Extend and Pretend

Posted by Joseph Y. Calhoun, III

John Hussman’s latest commentary:

Over the past 12 years or so, I’ve been repeatedly astonished at the tendency of investors to do things that they should have known to avoid simply with the use of a calculator and basic arithmetic. We’ve used numerous metrics during this period to show that the estimation of long-term market returns (7-10 years and beyond) doesn’t require calculus or statistics, but fairly direct methods to normalize earnings, plus a bit of arithmetic. Rich valuations are predictably followed by sub-par returns. As a result, investors have earned an average annual total return of just 2.4% in the S&P 500 over the past 12 years, while enduring two separate instances where they have lost about half of their money as part of the ride. Essentially, we have gone nowhere in an interesting way. At present, investors have priced the market at a level that makes a continuation of this experience likely for several years to come.
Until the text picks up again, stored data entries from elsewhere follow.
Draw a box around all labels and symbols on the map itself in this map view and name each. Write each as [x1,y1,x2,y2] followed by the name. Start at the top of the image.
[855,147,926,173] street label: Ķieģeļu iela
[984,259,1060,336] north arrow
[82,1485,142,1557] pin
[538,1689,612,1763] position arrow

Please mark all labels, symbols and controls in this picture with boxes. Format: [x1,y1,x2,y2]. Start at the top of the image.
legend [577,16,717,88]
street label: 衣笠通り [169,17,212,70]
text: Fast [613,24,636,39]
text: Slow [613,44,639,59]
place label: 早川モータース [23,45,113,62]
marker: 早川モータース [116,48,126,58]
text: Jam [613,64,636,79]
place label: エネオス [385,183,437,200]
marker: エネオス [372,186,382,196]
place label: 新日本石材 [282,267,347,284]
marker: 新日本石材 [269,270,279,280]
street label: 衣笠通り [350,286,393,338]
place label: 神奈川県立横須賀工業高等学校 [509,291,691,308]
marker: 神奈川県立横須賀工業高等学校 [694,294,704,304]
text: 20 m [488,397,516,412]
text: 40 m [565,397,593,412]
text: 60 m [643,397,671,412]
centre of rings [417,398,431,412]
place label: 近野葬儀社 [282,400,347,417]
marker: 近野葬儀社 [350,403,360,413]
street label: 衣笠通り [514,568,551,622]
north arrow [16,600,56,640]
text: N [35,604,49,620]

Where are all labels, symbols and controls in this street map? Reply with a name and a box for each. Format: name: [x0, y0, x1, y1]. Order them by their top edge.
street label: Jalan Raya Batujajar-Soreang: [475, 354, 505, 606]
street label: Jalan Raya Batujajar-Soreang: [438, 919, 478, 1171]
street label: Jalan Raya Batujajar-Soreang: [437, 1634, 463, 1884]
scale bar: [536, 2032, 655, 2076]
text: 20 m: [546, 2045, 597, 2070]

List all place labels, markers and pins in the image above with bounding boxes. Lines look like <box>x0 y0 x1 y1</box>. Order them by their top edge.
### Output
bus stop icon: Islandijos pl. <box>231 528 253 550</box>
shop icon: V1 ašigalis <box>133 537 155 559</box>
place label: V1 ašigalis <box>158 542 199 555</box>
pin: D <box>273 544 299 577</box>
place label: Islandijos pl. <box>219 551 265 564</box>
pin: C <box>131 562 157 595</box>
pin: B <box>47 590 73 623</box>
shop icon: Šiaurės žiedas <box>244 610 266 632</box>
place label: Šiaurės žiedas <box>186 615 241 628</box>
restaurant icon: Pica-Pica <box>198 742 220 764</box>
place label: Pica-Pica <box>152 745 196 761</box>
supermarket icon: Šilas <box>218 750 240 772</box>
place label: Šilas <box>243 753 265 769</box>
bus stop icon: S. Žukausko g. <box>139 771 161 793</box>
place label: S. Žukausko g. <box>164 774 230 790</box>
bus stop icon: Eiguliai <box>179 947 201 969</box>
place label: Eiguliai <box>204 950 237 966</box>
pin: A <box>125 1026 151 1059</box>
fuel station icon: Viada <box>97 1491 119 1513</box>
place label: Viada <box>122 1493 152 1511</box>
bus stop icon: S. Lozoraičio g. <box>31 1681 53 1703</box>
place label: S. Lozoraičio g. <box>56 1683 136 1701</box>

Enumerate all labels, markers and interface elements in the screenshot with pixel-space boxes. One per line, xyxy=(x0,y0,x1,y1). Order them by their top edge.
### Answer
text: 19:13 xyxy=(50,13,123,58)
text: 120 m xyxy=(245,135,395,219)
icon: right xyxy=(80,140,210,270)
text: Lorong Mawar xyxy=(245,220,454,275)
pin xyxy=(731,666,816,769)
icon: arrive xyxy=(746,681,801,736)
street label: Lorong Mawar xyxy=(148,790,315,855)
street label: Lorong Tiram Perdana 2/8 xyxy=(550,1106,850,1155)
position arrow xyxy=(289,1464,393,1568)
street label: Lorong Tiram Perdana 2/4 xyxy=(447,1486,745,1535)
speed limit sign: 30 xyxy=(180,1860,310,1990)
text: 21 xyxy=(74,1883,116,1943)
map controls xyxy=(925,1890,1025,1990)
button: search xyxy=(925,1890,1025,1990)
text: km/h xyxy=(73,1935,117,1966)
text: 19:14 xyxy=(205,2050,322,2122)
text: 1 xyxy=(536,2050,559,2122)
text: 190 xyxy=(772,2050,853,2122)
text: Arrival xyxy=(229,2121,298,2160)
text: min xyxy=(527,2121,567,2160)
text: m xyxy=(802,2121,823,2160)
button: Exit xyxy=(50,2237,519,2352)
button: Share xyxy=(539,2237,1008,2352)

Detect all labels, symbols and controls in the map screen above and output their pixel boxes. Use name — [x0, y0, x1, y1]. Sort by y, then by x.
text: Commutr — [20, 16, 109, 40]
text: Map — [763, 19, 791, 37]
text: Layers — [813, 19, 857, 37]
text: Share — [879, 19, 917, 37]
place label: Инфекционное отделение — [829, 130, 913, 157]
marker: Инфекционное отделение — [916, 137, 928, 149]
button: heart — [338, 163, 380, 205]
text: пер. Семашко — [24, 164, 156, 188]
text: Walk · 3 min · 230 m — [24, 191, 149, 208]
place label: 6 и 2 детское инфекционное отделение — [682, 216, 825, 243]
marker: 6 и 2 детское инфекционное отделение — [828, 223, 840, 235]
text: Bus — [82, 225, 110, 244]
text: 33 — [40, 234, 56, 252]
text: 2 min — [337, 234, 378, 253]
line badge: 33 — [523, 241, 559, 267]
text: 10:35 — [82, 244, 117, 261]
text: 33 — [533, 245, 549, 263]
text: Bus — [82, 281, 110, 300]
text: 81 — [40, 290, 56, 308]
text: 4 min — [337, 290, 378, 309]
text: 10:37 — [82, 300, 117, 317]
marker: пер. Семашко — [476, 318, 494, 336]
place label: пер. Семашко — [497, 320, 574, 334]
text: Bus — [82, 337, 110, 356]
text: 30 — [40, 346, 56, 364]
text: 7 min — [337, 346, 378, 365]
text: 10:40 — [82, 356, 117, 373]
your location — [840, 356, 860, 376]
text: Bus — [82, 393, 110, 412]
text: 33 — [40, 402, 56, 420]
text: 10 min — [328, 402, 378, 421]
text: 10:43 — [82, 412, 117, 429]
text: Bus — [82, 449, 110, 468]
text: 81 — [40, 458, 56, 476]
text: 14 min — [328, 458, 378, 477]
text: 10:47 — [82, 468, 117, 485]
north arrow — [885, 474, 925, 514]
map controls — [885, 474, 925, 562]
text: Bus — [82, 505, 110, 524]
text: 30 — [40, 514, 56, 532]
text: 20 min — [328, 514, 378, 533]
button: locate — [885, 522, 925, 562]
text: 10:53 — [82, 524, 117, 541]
I noted last week that at current valuations, the S&P 500 is priced to deliver a total return of only about 5.7% annually over the coming decade. Though it generally takes about 7-10 years to reliably revert from valuation extremes, a good portion of that reversion often occurs within 5 years (outside of the twin bubbles to the 2000 and 2007 highs). Presently, a normalization of valuations, not to extreme undervaluation but simply a reversion to post-war, non-bubble norms, would imply an average annual return for the S&P 500 of just 2.97% over the coming 5 year period.

If Hussman is right - and I suspect he is - we’ve just had a cyclical bull market within the context of a secular bear market. When another bear phase starts and from what level is the big question. As I said in this week’s commentary, we haven’t addressed the underlying issues that produced the recession. If we haven’t solved the problems it seems likely the correction will resume at some point. Hussman as usual is well worth reading the whole thing.